Data extracts:
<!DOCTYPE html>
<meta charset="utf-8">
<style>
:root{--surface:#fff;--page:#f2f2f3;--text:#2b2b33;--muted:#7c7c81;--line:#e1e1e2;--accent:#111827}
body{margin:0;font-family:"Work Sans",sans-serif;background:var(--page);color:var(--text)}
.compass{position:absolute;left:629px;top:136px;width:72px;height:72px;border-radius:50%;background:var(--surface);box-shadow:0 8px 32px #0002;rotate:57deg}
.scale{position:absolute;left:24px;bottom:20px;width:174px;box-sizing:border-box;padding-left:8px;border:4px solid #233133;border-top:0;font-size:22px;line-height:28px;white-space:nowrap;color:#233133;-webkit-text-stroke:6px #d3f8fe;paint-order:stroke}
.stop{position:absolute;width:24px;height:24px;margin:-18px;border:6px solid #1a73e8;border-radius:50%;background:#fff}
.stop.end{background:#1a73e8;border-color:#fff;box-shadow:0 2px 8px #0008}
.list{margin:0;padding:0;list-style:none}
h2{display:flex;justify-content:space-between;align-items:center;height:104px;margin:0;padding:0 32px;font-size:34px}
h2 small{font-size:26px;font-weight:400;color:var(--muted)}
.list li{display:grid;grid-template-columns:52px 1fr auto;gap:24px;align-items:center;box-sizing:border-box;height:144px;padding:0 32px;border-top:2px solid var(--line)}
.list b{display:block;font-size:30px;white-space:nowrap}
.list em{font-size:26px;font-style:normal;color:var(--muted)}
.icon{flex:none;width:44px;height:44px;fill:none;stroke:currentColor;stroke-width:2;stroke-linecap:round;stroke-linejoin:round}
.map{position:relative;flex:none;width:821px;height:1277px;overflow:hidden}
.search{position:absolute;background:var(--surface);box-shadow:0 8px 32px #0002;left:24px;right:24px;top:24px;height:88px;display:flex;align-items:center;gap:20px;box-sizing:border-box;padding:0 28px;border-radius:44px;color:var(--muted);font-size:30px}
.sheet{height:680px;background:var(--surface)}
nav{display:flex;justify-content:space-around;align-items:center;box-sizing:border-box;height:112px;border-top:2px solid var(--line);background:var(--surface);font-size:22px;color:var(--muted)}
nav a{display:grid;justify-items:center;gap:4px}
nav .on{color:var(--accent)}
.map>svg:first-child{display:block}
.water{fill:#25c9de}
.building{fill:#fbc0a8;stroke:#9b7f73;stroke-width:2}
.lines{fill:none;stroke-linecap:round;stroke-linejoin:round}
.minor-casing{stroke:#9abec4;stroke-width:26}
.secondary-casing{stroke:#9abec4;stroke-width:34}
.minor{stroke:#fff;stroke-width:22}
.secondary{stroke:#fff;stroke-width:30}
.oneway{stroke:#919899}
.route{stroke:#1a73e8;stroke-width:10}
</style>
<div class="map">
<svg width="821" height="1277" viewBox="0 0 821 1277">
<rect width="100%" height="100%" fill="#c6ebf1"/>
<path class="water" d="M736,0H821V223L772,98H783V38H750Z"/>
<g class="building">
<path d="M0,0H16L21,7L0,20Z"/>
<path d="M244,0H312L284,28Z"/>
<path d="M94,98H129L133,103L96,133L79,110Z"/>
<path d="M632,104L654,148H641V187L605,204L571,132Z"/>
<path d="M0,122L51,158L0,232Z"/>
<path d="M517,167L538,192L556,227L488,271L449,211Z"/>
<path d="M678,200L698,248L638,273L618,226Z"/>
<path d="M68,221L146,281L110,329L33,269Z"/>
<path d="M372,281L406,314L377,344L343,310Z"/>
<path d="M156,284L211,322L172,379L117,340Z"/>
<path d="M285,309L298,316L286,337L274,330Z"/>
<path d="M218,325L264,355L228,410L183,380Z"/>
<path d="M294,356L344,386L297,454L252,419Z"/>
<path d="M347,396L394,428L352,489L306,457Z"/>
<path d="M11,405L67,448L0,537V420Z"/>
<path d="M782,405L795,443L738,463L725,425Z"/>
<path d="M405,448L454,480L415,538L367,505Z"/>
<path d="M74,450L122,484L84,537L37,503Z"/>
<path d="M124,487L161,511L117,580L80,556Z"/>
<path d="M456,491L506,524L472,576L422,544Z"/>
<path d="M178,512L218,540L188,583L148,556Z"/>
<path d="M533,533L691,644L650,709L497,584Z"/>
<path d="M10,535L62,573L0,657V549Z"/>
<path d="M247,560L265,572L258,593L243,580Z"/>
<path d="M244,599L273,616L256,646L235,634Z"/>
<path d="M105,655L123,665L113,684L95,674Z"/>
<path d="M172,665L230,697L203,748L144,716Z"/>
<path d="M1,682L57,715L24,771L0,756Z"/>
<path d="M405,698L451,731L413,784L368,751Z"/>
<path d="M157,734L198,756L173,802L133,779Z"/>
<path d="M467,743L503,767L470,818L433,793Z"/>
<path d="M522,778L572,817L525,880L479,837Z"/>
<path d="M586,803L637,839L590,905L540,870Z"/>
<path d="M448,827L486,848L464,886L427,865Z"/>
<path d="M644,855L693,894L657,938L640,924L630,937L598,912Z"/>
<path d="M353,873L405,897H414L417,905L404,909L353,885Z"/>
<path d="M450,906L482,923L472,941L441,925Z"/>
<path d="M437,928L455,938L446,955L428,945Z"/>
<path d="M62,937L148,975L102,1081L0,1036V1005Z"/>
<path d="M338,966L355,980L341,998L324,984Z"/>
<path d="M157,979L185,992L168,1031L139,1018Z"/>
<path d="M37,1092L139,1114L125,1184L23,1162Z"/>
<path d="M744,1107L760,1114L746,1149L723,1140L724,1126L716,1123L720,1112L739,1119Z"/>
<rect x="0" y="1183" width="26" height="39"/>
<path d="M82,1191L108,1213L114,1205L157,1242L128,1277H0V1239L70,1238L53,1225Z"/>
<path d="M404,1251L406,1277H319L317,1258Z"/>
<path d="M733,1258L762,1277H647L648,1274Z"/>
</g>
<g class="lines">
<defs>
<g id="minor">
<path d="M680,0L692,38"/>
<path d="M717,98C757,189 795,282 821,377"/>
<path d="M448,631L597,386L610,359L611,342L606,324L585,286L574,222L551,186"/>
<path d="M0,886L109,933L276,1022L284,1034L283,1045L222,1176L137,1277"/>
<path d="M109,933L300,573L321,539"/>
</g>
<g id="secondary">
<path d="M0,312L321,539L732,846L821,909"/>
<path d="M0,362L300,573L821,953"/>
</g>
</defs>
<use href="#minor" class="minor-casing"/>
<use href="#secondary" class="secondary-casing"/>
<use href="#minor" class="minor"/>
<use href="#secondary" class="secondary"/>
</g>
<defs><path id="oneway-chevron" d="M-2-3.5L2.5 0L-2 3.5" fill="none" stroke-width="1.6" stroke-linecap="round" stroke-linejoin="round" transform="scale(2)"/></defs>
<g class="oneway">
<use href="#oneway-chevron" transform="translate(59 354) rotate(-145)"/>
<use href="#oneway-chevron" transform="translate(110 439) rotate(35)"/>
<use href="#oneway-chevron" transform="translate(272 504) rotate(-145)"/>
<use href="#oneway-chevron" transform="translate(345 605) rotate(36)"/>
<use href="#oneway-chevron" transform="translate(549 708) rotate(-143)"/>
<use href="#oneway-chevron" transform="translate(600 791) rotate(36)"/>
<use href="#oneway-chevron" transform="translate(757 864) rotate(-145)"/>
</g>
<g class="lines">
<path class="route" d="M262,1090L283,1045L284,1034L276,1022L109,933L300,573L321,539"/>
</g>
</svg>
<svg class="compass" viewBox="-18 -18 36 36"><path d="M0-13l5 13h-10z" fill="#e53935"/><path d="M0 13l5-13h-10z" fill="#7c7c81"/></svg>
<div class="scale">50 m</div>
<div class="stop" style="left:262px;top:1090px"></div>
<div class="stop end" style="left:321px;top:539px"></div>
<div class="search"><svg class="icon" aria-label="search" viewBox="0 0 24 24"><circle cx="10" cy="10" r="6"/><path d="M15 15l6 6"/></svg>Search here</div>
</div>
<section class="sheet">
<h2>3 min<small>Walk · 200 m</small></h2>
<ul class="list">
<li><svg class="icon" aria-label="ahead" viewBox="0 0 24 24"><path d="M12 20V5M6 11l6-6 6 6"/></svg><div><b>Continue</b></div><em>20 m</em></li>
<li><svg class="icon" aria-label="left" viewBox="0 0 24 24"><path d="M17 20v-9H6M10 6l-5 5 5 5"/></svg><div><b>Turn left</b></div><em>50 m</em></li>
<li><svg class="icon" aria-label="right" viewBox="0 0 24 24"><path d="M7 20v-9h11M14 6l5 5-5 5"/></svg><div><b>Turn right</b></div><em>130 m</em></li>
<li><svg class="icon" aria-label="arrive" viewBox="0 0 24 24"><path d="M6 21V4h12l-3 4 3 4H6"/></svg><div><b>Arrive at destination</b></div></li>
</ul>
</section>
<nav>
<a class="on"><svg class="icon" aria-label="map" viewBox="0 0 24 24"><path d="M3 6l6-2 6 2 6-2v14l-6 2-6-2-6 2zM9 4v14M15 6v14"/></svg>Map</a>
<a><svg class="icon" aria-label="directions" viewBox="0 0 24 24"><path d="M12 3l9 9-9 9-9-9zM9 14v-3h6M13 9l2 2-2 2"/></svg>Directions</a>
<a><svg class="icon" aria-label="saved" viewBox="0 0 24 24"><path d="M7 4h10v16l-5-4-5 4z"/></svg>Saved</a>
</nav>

---

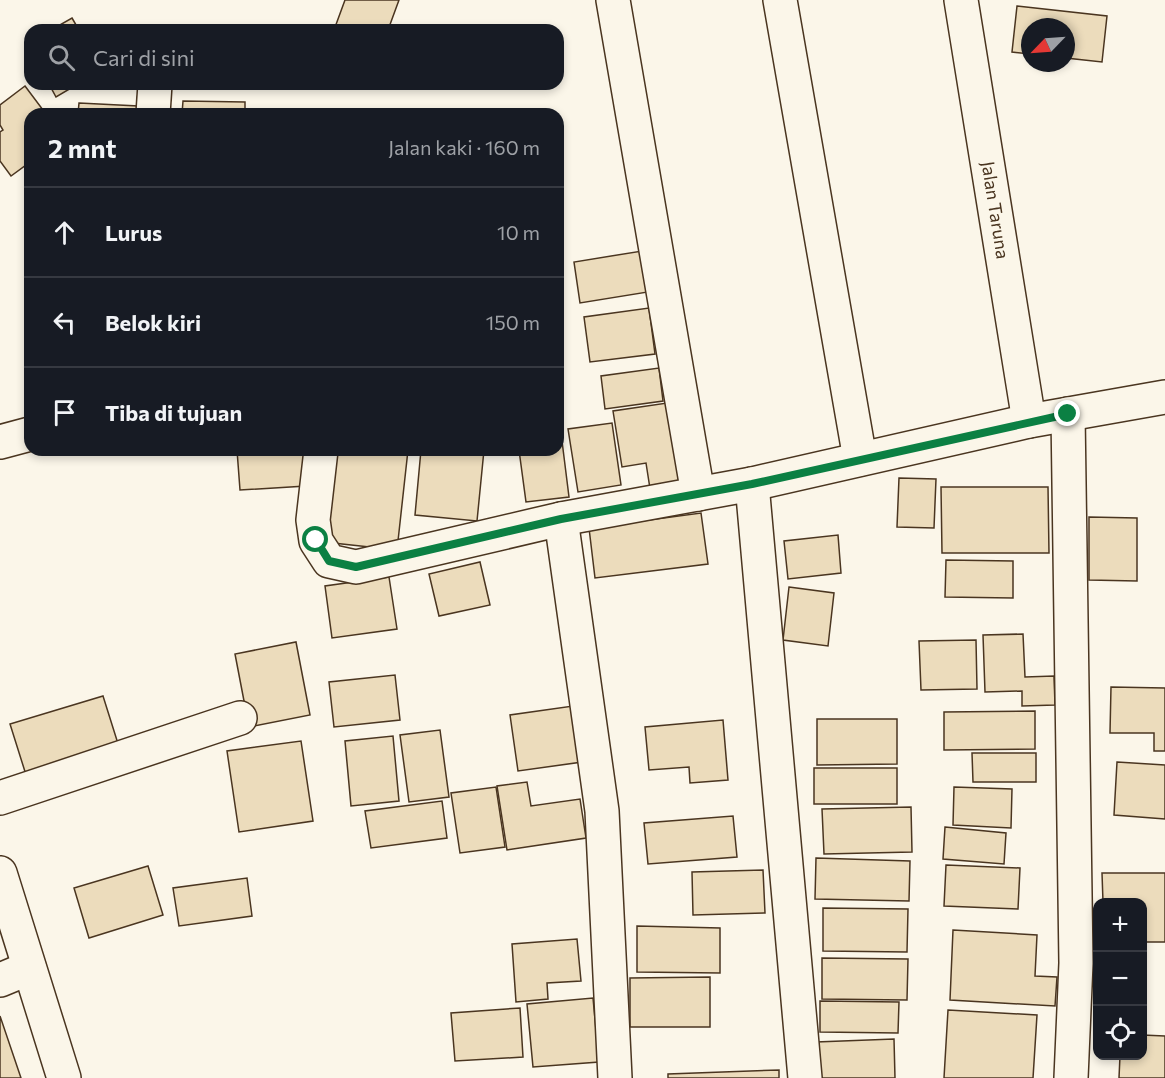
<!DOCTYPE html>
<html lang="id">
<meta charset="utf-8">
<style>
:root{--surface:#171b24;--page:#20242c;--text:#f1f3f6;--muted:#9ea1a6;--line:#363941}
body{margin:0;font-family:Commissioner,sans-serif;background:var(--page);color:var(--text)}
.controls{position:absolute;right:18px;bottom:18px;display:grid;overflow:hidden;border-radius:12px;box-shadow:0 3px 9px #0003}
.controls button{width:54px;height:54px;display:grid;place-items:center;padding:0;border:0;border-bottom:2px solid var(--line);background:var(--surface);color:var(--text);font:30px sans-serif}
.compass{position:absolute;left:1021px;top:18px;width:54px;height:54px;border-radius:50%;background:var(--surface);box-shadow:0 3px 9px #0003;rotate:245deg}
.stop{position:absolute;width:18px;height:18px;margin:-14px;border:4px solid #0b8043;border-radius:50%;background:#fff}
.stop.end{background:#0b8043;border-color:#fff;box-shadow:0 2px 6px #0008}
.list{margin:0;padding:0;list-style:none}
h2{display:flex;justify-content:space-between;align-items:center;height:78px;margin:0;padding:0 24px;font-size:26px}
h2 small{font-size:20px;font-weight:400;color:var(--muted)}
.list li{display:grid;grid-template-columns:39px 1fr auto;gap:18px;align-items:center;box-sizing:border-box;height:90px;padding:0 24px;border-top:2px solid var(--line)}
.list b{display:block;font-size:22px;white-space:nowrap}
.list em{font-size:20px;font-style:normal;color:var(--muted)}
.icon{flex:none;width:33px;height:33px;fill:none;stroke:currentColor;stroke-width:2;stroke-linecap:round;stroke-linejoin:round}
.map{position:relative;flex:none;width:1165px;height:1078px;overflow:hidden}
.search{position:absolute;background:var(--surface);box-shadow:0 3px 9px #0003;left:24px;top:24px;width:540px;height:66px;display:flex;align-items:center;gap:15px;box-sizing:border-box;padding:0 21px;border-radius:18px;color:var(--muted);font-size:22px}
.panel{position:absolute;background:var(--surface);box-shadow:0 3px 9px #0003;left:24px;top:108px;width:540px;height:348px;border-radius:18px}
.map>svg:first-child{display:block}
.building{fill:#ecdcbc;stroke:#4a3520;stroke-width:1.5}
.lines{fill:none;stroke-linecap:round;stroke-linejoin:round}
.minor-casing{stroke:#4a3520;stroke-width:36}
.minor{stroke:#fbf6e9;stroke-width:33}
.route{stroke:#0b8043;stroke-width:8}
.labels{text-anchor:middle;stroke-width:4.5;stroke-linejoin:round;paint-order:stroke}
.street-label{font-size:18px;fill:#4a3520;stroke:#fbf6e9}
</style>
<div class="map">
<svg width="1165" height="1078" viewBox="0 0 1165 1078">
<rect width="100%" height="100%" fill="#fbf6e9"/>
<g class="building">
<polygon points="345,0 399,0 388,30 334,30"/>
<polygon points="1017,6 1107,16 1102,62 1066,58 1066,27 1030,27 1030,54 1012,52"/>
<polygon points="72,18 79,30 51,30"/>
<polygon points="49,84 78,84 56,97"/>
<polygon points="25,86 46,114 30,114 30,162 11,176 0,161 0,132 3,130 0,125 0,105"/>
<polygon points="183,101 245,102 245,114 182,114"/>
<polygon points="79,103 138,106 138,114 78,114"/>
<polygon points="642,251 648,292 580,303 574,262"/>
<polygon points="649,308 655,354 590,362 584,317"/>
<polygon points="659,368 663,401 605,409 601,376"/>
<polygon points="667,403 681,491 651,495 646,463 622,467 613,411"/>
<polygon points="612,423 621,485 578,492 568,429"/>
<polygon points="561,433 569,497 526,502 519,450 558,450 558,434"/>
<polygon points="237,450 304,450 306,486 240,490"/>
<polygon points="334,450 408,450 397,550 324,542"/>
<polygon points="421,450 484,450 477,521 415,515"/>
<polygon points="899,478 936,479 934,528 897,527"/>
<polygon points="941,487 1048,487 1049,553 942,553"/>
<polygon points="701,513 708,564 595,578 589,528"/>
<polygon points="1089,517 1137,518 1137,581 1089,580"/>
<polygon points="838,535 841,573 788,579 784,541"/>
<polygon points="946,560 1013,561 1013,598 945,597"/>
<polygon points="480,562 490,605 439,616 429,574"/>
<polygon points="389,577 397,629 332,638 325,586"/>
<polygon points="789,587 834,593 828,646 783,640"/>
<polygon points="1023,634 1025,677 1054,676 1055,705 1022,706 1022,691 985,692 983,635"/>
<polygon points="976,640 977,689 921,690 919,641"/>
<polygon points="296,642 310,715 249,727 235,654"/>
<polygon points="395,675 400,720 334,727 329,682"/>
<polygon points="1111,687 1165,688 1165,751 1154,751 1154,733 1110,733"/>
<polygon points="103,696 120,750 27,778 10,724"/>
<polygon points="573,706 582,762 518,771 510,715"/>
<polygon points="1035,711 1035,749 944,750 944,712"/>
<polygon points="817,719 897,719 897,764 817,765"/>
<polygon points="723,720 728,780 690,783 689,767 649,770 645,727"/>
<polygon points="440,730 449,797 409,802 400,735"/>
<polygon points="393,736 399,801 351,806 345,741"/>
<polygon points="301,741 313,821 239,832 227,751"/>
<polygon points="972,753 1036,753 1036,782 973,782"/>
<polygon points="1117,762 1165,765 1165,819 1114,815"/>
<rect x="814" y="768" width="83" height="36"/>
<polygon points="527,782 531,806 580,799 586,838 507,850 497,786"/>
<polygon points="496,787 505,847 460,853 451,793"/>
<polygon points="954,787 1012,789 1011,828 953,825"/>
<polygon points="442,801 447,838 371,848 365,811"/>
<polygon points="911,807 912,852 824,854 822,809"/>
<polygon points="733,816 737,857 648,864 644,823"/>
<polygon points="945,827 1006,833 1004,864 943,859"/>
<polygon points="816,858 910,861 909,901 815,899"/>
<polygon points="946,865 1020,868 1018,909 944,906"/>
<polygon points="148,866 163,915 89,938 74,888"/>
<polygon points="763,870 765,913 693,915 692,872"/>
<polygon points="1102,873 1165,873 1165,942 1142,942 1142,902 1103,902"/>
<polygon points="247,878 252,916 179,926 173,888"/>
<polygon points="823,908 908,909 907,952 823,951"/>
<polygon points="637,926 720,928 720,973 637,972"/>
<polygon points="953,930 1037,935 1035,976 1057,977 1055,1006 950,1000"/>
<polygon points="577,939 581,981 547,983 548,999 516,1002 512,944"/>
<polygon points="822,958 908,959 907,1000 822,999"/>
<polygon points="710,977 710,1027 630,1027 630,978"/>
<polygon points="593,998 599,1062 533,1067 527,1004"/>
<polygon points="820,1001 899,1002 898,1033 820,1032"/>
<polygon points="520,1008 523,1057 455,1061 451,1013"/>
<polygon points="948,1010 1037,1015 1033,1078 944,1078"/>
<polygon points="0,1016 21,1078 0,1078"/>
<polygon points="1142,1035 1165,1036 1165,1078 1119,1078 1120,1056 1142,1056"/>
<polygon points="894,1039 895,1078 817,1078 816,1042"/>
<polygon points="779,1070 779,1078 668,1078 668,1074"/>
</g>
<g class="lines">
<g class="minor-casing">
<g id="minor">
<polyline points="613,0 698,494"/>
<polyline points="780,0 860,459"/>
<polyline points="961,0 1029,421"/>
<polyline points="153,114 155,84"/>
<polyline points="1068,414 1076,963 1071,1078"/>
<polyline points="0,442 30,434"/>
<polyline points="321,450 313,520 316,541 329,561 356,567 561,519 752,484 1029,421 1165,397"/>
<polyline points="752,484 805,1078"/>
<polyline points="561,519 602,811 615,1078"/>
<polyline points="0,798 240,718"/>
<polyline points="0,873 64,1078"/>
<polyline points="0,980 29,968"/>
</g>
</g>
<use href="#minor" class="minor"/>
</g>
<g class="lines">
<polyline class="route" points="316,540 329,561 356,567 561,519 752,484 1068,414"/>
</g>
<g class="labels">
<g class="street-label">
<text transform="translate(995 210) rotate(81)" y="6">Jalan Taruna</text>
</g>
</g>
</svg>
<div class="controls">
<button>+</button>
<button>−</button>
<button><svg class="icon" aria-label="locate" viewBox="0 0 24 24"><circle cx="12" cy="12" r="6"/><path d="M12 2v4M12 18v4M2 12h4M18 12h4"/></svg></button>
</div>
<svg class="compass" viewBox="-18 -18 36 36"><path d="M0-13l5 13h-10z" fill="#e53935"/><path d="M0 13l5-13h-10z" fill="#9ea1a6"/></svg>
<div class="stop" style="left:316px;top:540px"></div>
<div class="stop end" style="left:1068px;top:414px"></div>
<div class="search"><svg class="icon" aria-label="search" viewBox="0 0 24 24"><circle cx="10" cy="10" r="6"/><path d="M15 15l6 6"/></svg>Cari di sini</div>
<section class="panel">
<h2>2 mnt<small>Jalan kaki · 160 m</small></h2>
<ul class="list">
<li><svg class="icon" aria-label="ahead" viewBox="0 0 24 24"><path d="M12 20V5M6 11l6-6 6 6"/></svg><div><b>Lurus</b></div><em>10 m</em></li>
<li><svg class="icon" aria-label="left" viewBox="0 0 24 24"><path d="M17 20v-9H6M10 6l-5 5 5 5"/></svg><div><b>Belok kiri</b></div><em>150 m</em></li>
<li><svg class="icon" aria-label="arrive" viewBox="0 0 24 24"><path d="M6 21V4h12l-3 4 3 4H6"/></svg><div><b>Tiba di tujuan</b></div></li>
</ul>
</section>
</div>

Instructions to follow: Search the records for the string "solid" and report each line that has it.

Exercise solution:
.scale{position:absolute;left:24px;bottom:20px;width:174px;box-sizing:border-box;padding-left:8px;border:4px solid #233133;border-top:0;font-size:22px;line-height:28px;white-space:nowrap;color:#233133;-webkit-text-stroke:6px #d3f8fe;paint-order:stroke}
.stop{position:absolute;width:24px;height:24px;margin:-18px;border:6px solid #1a73e8;border-radius:50%;background:#fff}
.list li{display:grid;grid-template-columns:52px 1fr auto;gap:24px;align-items:center;box-sizing:border-box;height:144px;padding:0 32px;border-top:2px solid var(--line)}
nav{display:flex;justify-content:space-around;align-items:center;box-sizing:border-box;height:112px;border-top:2px solid var(--line);background:var(--surface);font-size:22px;color:var(--muted)}
.controls button{width:54px;height:54px;display:grid;place-items:center;padding:0;border:0;border-bottom:2px solid var(--line);background:var(--surface);color:var(--text);font:30px sans-serif}
.stop{position:absolute;width:18px;height:18px;margin:-14px;border:4px solid #0b8043;border-radius:50%;background:#fff}
.list li{display:grid;grid-template-columns:39px 1fr auto;gap:18px;align-items:center;box-sizing:border-box;height:90px;padding:0 24px;border-top:2px solid var(--line)}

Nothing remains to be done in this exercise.